> _What you need to do_
Retype every entry below without pictures.

═══

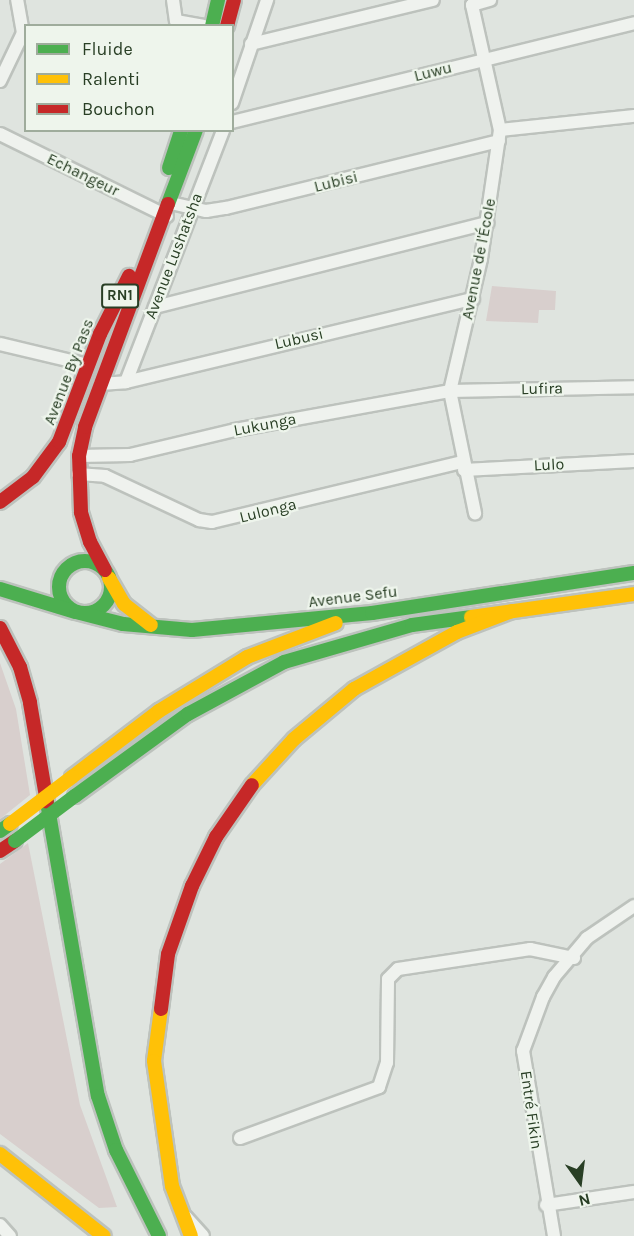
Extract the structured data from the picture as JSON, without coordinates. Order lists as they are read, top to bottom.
{
  "streets": {
    "main road": ["RN1", "Avenue By Pass", "Avenue Sefu"],
    "street": [
      "Luwu",
      "Echangeur",
      "Lubisi",
      "Avenue Lushatsha",
      "Avenue de l'École",
      "Lubusi",
      "Lufira",
      "Lukunga",
      "Lulo",
      "Lulonga",
      "Entré Fikin"
    ]
  },
  "crossings": [
    ["Luwu", "Avenue de l'École"],
    ["Echangeur", "Lubisi"],
    ["Echangeur", "Avenue By Pass"],
    ["Lubisi", "Avenue Lushatsha"],
    ["Lubisi", "Avenue de l'École"],
    ["Lubisi", "Avenue By Pass"],
    ["Avenue Lushatsha", "Lubusi"],
    ["Avenue de l'École", "Lubusi"],
    ["Avenue de l'École", "Lufira"],
    ["Avenue de l'École", "Lukunga"],
    ["Avenue de l'École", "Lulo"],
    ["Avenue de l'École", "Lulonga"],
    ["RN1", "Avenue By Pass"],
    ["RN1", "Lukunga"],
    ["RN1", "Lulonga"],
    ["RN1", "Avenue Sefu"],
    ["Lubusi", "Avenue By Pass"],
    ["Avenue By Pass", "Lukunga"],
    ["Lufira", "Lukunga"],
    ["Lulo", "Lulonga"]
  ],
  "legend": ["Fluide", "Ralenti", "Bouchon"],
  "north": "bottom"
}
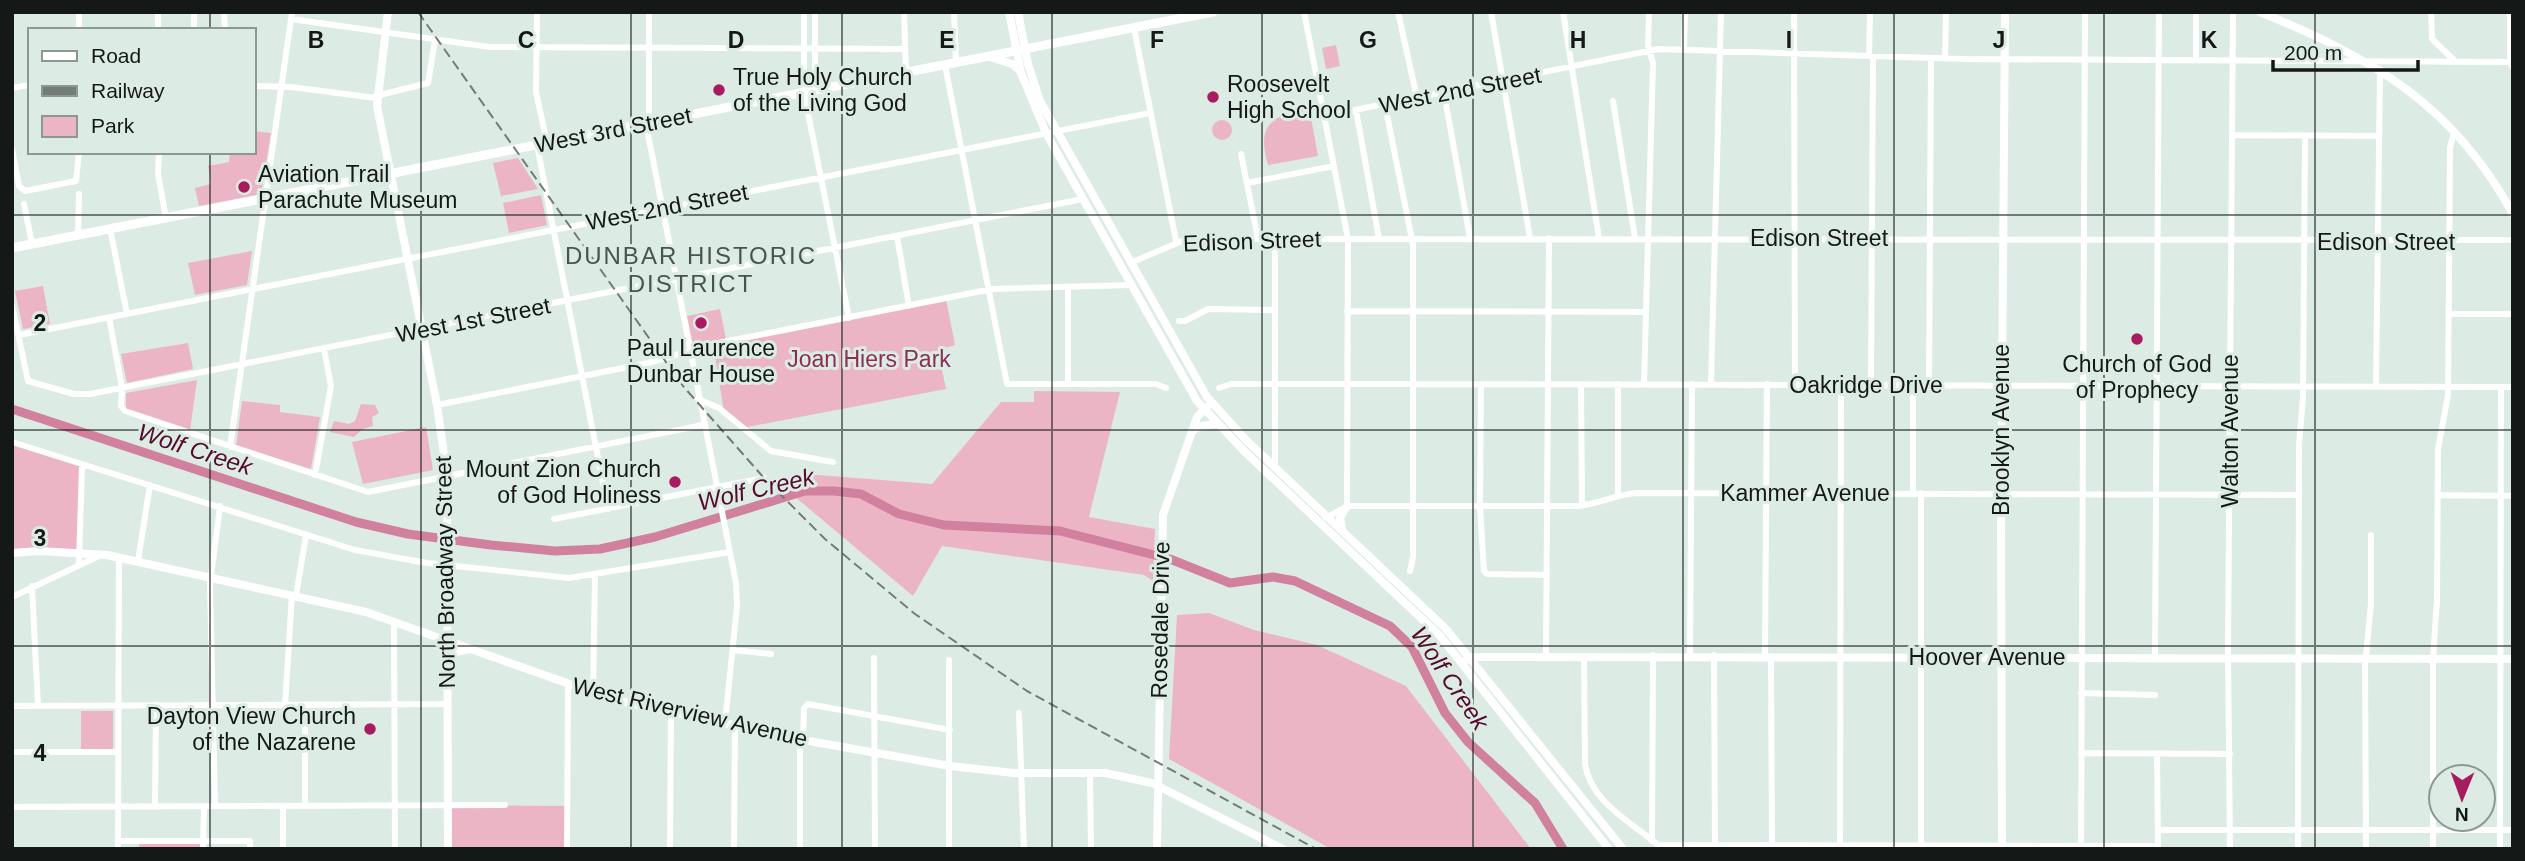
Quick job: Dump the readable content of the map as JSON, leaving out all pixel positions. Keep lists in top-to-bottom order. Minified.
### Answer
{"streets":{"main road":["West 3rd Street"],"street":["West 2nd Street","Edison Street","West 1st Street","Oakridge Drive","Brooklyn Avenue","Walton Avenue","Kammer Avenue","North Broadway Street","Rosedale Drive","Hoover Avenue","West Riverview Avenue"]},"crossings":[["West 2nd Street","West 1st Street"],["West 2nd Street","Brooklyn Avenue"],["West 2nd Street","Walton Avenue"],["West 2nd Street","North Broadway Street"],["West 3rd Street","North Broadway Street"],["Edison Street","Brooklyn Avenue"],["Edison Street","Walton Avenue"],["West 1st Street","North Broadway Street"],["Oakridge Drive","Brooklyn Avenue"],["Oakridge Drive","Walton Avenue"],["Brooklyn Avenue","Kammer Avenue"],["Brooklyn Avenue","Hoover Avenue"],["Walton Avenue","Kammer Avenue"],["Walton Avenue","Hoover Avenue"],["North Broadway Street","West Riverview Avenue"],["Rosedale Drive","West Riverview Avenue"]],"districts":["DUNBAR HISTORIC DISTRICT"],"water":["Wolf Creek"],"parks":["Joan Hiers Park"],"places":["True Holy Church of the Living God","Roosevelt High School","Aviation Trail Parachute Museum","Paul Laurence Dunbar House","Church of God of Prophecy","Mount Zion Church of God Holiness","Dayton View Church of the Nazarene"],"legend":["Road","Railway","Park"],"scale_bar":"200 m","north":"bottom","grid":{"columns":["B","C","D","E","F","G","H","I","J","K"],"rows":["2","3","4"]}}
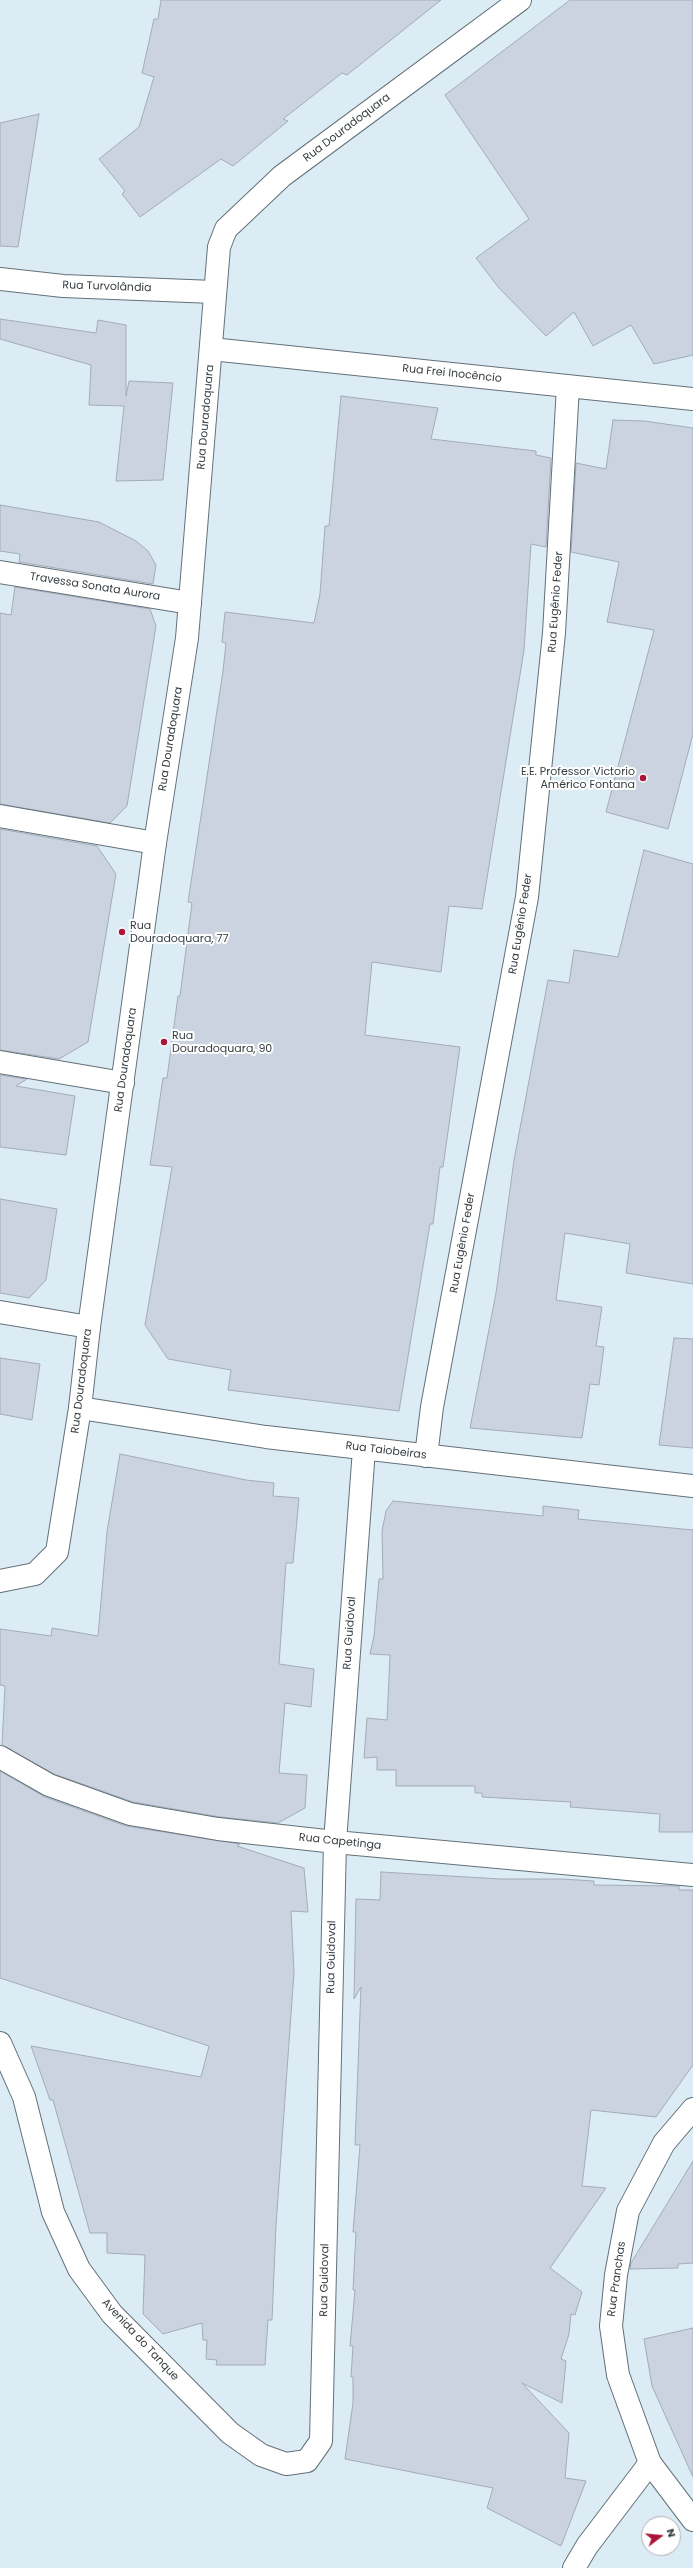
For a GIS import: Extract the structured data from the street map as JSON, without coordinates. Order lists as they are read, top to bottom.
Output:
{
  "streets": {
    "street": [
      "Rua Douradoquara",
      "Rua Turvolândia",
      "Rua Frei Inocêncio",
      "Travessa Sonata Aurora",
      "Rua Eugênio Feder",
      "Rua Taiobeiras",
      "Rua Guidoval",
      "Rua Capetinga",
      "Rua Pranchas",
      "Avenida do Tanque"
    ]
  },
  "crossings": [
    ["Rua Douradoquara", "Rua Turvolândia"],
    ["Rua Douradoquara", "Rua Frei Inocêncio"],
    ["Rua Douradoquara", "Travessa Sonata Aurora"],
    ["Rua Douradoquara", "Rua Taiobeiras"],
    ["Rua Frei Inocêncio", "Rua Eugênio Feder"],
    ["Rua Eugênio Feder", "Rua Taiobeiras"],
    ["Rua Taiobeiras", "Rua Guidoval"],
    ["Rua Guidoval", "Rua Capetinga"],
    ["Rua Guidoval", "Avenida do Tanque"]
  ],
  "places": ["E.E. Professor Victorio Américo Fontana", "Rua Douradoquara, 77", "Rua Douradoquara, 90"],
  "north": "right"
}
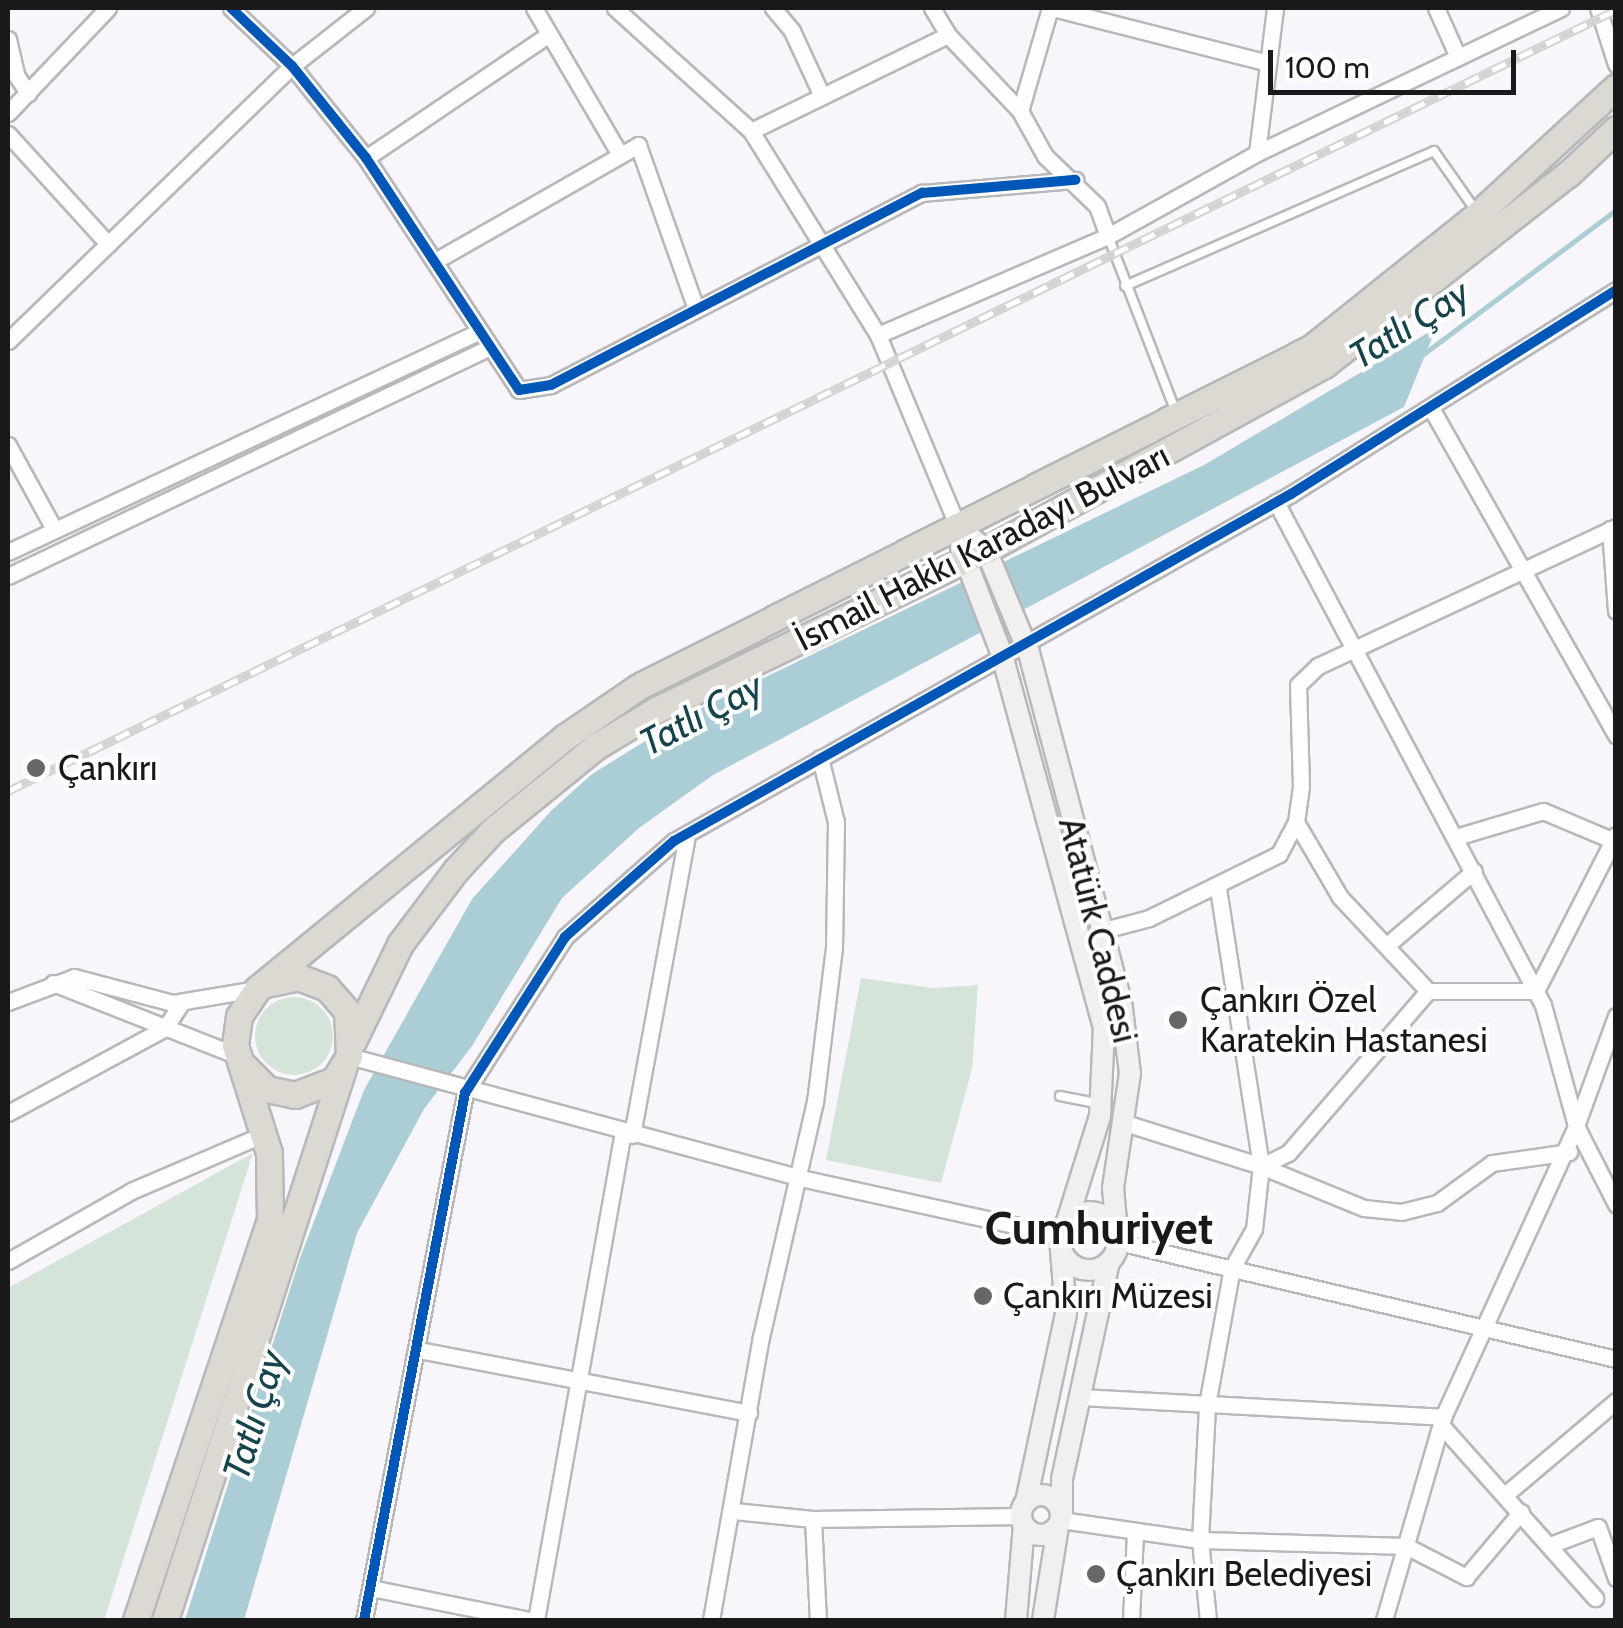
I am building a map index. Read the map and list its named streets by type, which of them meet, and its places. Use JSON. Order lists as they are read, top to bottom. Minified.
{"streets":{"highway":["İsmail Hakkı Karadayı Bulvarı"],"main road":["Atatürk Caddesi"]},"crossings":[["İsmail Hakkı Karadayı Bulvarı","Atatürk Caddesi"]],"districts":["Cumhuriyet"],"water":["Tatlı Çay"],"places":["Çankırı","Çankırı Özel Karatekin Hastanesi","Çankırı Müzesi","Çankırı Belediyesi"],"scale_bar":"100 m"}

═══

> _Final answer_
Extract the structured data from the picture as JSON, without coordinates. Order lists as they are read, top to bottom.
{
  "streets": {
    "main road": ["RN1", "Avenue By Pass", "Avenue Sefu"],
    "street": [
      "Luwu",
      "Echangeur",
      "Lubisi",
      "Avenue Lushatsha",
      "Avenue de l'École",
      "Lubusi",
      "Lufira",
      "Lukunga",
      "Lulo",
      "Lulonga",
      "Entré Fikin"
    ]
  },
  "crossings": [
    ["Luwu", "Avenue de l'École"],
    ["Echangeur", "Lubisi"],
    ["Echangeur", "Avenue By Pass"],
    ["Lubisi", "Avenue Lushatsha"],
    ["Lubisi", "Avenue de l'École"],
    ["Lubisi", "Avenue By Pass"],
    ["Avenue Lushatsha", "Lubusi"],
    ["Avenue de l'École", "Lubusi"],
    ["Avenue de l'École", "Lufira"],
    ["Avenue de l'École", "Lukunga"],
    ["Avenue de l'École", "Lulo"],
    ["Avenue de l'École", "Lulonga"],
    ["RN1", "Avenue By Pass"],
    ["RN1", "Lukunga"],
    ["RN1", "Lulonga"],
    ["RN1", "Avenue Sefu"],
    ["Lubusi", "Avenue By Pass"],
    ["Avenue By Pass", "Lukunga"],
    ["Lufira", "Lukunga"],
    ["Lulo", "Lulonga"]
  ],
  "legend": ["Fluide", "Ralenti", "Bouchon"],
  "north": "bottom"
}
Quick job: Dump the readable content of the map as JSON, leaving out all pixel positions. Keep lists in top-to-bottom order. Minified.
### Answer
{"streets":{"main road":["West 3rd Street"],"street":["West 2nd Street","Edison Street","West 1st Street","Oakridge Drive","Brooklyn Avenue","Walton Avenue","Kammer Avenue","North Broadway Street","Rosedale Drive","Hoover Avenue","West Riverview Avenue"]},"crossings":[["West 2nd Street","West 1st Street"],["West 2nd Street","Brooklyn Avenue"],["West 2nd Street","Walton Avenue"],["West 2nd Street","North Broadway Street"],["West 3rd Street","North Broadway Street"],["Edison Street","Brooklyn Avenue"],["Edison Street","Walton Avenue"],["West 1st Street","North Broadway Street"],["Oakridge Drive","Brooklyn Avenue"],["Oakridge Drive","Walton Avenue"],["Brooklyn Avenue","Kammer Avenue"],["Brooklyn Avenue","Hoover Avenue"],["Walton Avenue","Kammer Avenue"],["Walton Avenue","Hoover Avenue"],["North Broadway Street","West Riverview Avenue"],["Rosedale Drive","West Riverview Avenue"]],"districts":["DUNBAR HISTORIC DISTRICT"],"water":["Wolf Creek"],"parks":["Joan Hiers Park"],"places":["True Holy Church of the Living God","Roosevelt High School","Aviation Trail Parachute Museum","Paul Laurence Dunbar House","Church of God of Prophecy","Mount Zion Church of God Holiness","Dayton View Church of the Nazarene"],"legend":["Road","Railway","Park"],"scale_bar":"200 m","north":"bottom","grid":{"columns":["B","C","D","E","F","G","H","I","J","K"],"rows":["2","3","4"]}}
For a GIS import: Extract the structured data from the street map as JSON, without coordinates. Order lists as they are read, top to bottom.
Output:
{
  "streets": {
    "street": [
      "Rua Douradoquara",
      "Rua Turvolândia",
      "Rua Frei Inocêncio",
      "Travessa Sonata Aurora",
      "Rua Eugênio Feder",
      "Rua Taiobeiras",
      "Rua Guidoval",
      "Rua Capetinga",
      "Rua Pranchas",
      "Avenida do Tanque"
    ]
  },
  "crossings": [
    ["Rua Douradoquara", "Rua Turvolândia"],
    ["Rua Douradoquara", "Rua Frei Inocêncio"],
    ["Rua Douradoquara", "Travessa Sonata Aurora"],
    ["Rua Douradoquara", "Rua Taiobeiras"],
    ["Rua Frei Inocêncio", "Rua Eugênio Feder"],
    ["Rua Eugênio Feder", "Rua Taiobeiras"],
    ["Rua Taiobeiras", "Rua Guidoval"],
    ["Rua Guidoval", "Rua Capetinga"],
    ["Rua Guidoval", "Avenida do Tanque"]
  ],
  "places": ["E.E. Professor Victorio Américo Fontana", "Rua Douradoquara, 77", "Rua Douradoquara, 90"],
  "north": "right"
}
I am building a map index. Read the map and list its named streets by type, which of them meet, and its places. Use JSON. Order lists as they are read, top to bottom. Minified.
{"streets":{"highway":["İsmail Hakkı Karadayı Bulvarı"],"main road":["Atatürk Caddesi"]},"crossings":[["İsmail Hakkı Karadayı Bulvarı","Atatürk Caddesi"]],"districts":["Cumhuriyet"],"water":["Tatlı Çay"],"places":["Çankırı","Çankırı Özel Karatekin Hastanesi","Çankırı Müzesi","Çankırı Belediyesi"],"scale_bar":"100 m"}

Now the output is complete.